Taroko adalah perpaduan keindahan alam dan tradisi. Di sana terdapat taman nasional dengan bebatuan marmer yang orisinal, sarang burung walet, dan lembah-lembah curam dengan sungai yang bebas sampah. Di sana juga ada perkampungan Suku Truku, suku asli di Taroko yang masih mempertahankan tradisi penyambutan tamu. Profil wajah-wajah mereka mirip dengan suku Dayak di Kalimantan.
Saya dan beberapa wartawan dari Indonesia sudah mendapat gambaran mengenai Taman Nasional Taroko melalui film berdurasi 10 menit yang diputar di Pusat Pengunjung Taroko, juga mengenai suku asli di Taroko. Perjalanan berikutnya tinggal menyesuaikan saja, antara apa yang dilihat dan informasi di film. Semua cocok, kecuali satu.
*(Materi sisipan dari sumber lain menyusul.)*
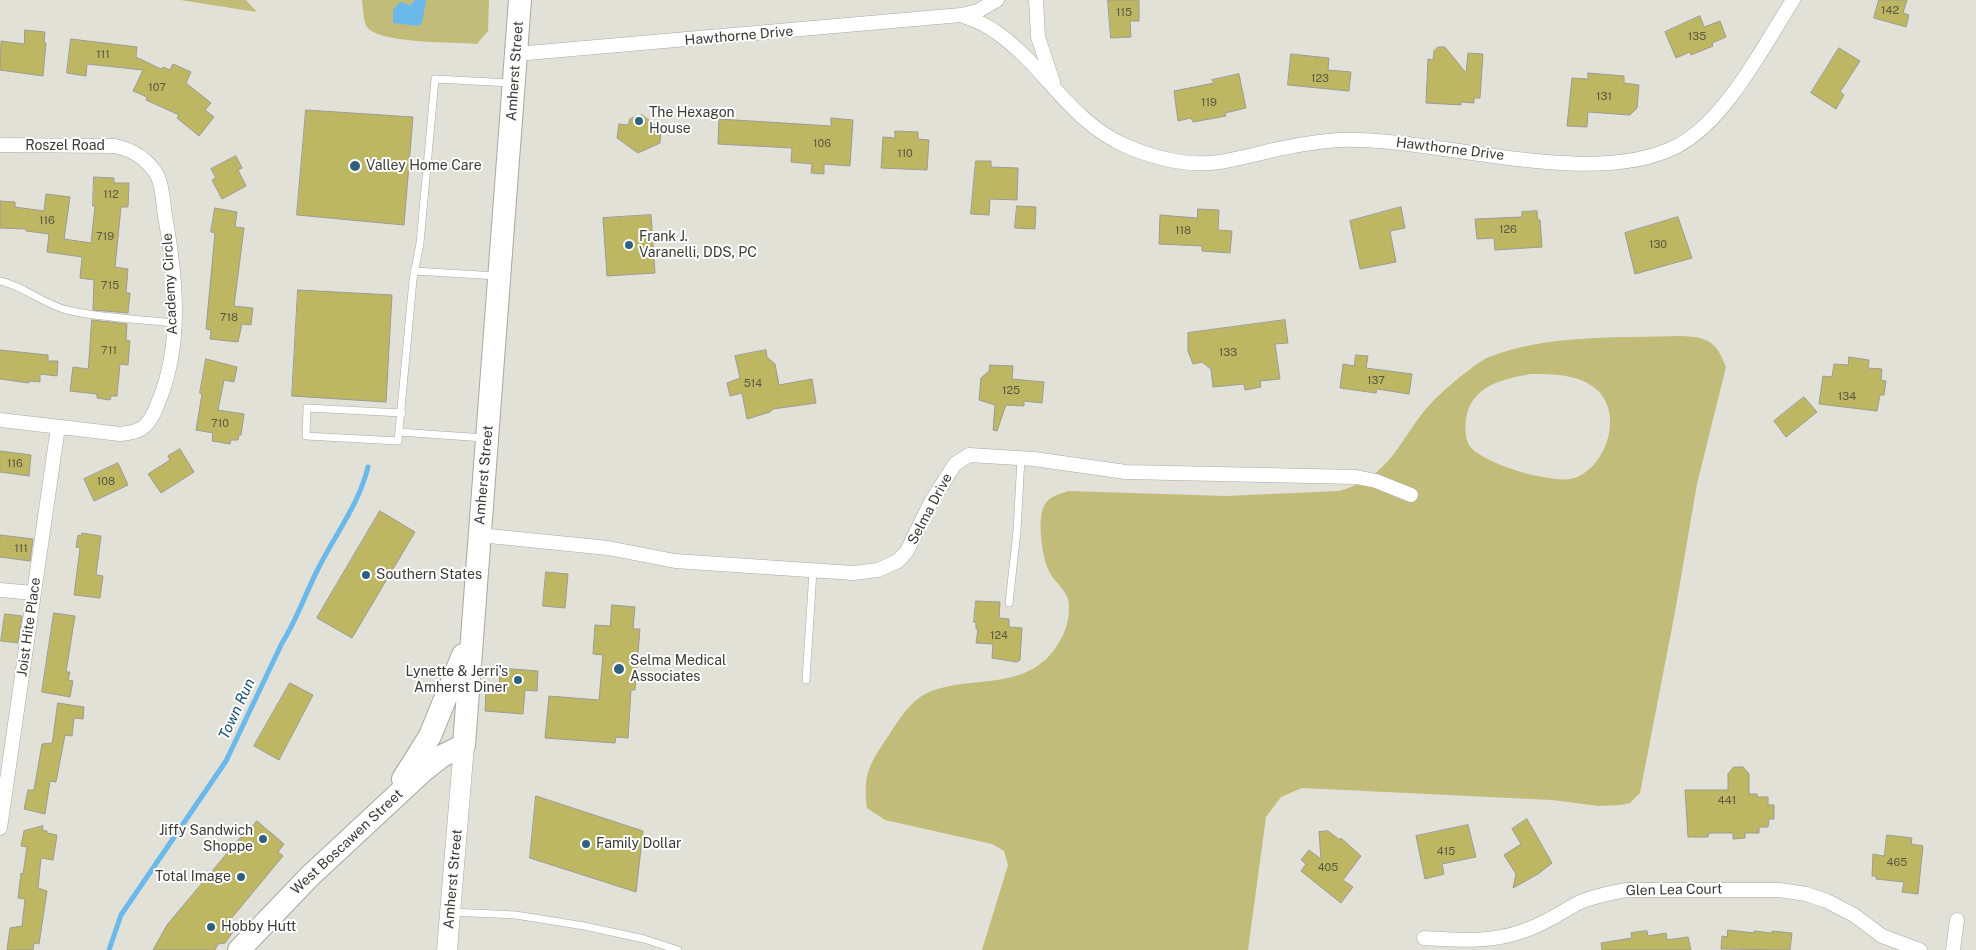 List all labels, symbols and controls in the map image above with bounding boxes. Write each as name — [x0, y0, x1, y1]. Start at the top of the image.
house number: 142 — [1881, 4, 1899, 18]
house number: 115 — [1116, 6, 1132, 20]
street label: Amherst Street — [503, 20, 527, 122]
street label: Hawthorne Drive — [684, 23, 794, 49]
house number: 135 — [1688, 30, 1706, 44]
house number: 111 — [96, 48, 110, 62]
house number: 123 — [1311, 72, 1329, 86]
house number: 107 — [148, 81, 166, 95]
house number: 131 — [1596, 90, 1612, 104]
house number: 119 — [1201, 96, 1217, 110]
place label: The Hexagon House — [649, 105, 735, 138]
marker: The Hexagon House — [633, 115, 645, 127]
street label: Hawthorne Drive — [1395, 134, 1505, 164]
house number: 106 — [813, 137, 831, 151]
street label: Roszel Road — [25, 138, 105, 154]
house number: 110 — [897, 147, 913, 161]
place label: Valley Home Care — [366, 158, 482, 174]
marker: Valley Home Care — [348, 159, 362, 173]
house number: 112 — [103, 188, 119, 202]
house number: 116 — [39, 214, 55, 228]
house number: 126 — [1499, 223, 1517, 237]
house number: 118 — [1175, 224, 1191, 238]
place label: Frank J. Varanelli, DDS, PC — [639, 229, 757, 262]
house number: 719 — [96, 230, 114, 244]
street label: Academy Circle — [159, 233, 181, 335]
house number: 130 — [1649, 238, 1667, 252]
marker: Frank J. Varanelli, DDS, PC — [623, 239, 635, 251]
house number: 715 — [101, 279, 119, 293]
house number: 718 — [220, 311, 238, 325]
house number: 711 — [101, 344, 117, 358]
house number: 133 — [1219, 346, 1237, 360]
house number: 137 — [1367, 374, 1385, 388]
house number: 514 — [744, 377, 762, 391]
house number: 125 — [1002, 384, 1020, 398]
house number: 134 — [1838, 390, 1856, 404]
house number: 710 — [211, 417, 229, 431]
street label: Amherst Street — [471, 424, 497, 526]
house number: 116 — [7, 457, 23, 471]
street label: Selma Drive — [904, 471, 956, 547]
house number: 108 — [97, 475, 115, 489]
house number: 111 — [14, 542, 28, 556]
place label: Southern States — [376, 567, 482, 583]
marker: Southern States — [360, 569, 372, 581]
street label: Joist Hite Place — [14, 576, 44, 678]
house number: 124 — [990, 629, 1008, 643]
place label: Selma Medical Associates — [630, 653, 726, 686]
marker: Selma Medical Associates — [612, 662, 626, 676]
place label: Lynette & Jerri's Amherst Diner — [405, 664, 508, 696]
marker: Lynette & Jerri's Amherst Diner — [512, 674, 524, 686]
water label: Town Run — [215, 676, 259, 742]
street label: West Boscawen Street — [288, 786, 406, 898]
house number: 441 — [1718, 794, 1736, 808]
place label: Jiffy Sandwich Shoppe — [159, 823, 253, 856]
street label: Amherst Street — [440, 828, 466, 930]
marker: Jiffy Sandwich Shoppe — [257, 833, 269, 845]
place label: Family Dollar — [596, 836, 681, 852]
marker: Family Dollar — [580, 838, 592, 850]
house number: 415 — [1437, 845, 1455, 859]
house number: 465 — [1887, 856, 1907, 870]
house number: 405 — [1318, 861, 1338, 875]
place label: Total Image — [155, 869, 231, 885]
marker: Total Image — [235, 871, 247, 883]
street label: Glen Lea Court — [1625, 881, 1723, 899]
place label: Hobby Hutt — [221, 919, 296, 935]
marker: Hobby Hutt — [205, 921, 217, 933]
Gambar dan narasi di film tampak lebih indah, ya wajar, namanya juga film.
Taroko ditetapkan menjadi taman nasional sejak tahun 1986, termasuk Distrik Hualien, Distrik Nantou, dam Kota Taichung. Taroko sendiri berada di dalam Distrik Hualien, yang masyhur karena gunung-gunung dan ngarai-ngarai bebatuan marmer yang unik. Tebing dan ngarai terbentang di sepanjang sungai Liwu.
Empat juta tahun lalu, Pulau Taiwan terbentuk karena benturan lempeng-lempeng di laut, dan setelah jutaan tahun erosi angin, bongkah-bongkah batu marmer muncul. Sungai Liwu membelah ngarai penuh marmer, menunjukkan keaslian alam yang indah dan hakiki. Ketinggian ngarai marmer yang terbentang dari puncak Qingshui hingga Nanhu mencapai 3.742 meter di atas permukaan laut, menciptakan geografi unik yang mengundang flora serta fauna istimewa untuk tinggal di dalamnya.
Kami mulai menyusuri gua penuh sarang burung walet yang kebetulan sedang tidak ada waletnya. Mungkin diminta fokus menikmati ngarai marmer yang aduhai eloknya. Bebatuan itu membentuk motif melengkung-lengkung warna biru dan coklat, mengingatkan saya pada meja marmer embah buyut di kampung, satu-satunya meja marmer yang masih tersisa. Kami berjalan kaki lebih dari satu kilometer sambil menikmati pesona alami Yankizou (gua walet).
Di tengah perjalanan, persisnya di satu kelokan, kami berhenti sejenak. Di sana ada patung Jin Heng, insinyur yang membangun jembatan untuk menghubungkan dua bukit yang melintas di atas sungai Ludan. Jembatan itu awalnya dinamai Bailong, sesuai nama daerah, tapi kemudian diubah menjadi jembatan Jin Heng untuk menghormati Jin Heng yang tewas tertimpa longsoran tanah saat meninjau jembatan setelah gempa bumi lima skala Richter pada tanggal 20 Oktober 1957.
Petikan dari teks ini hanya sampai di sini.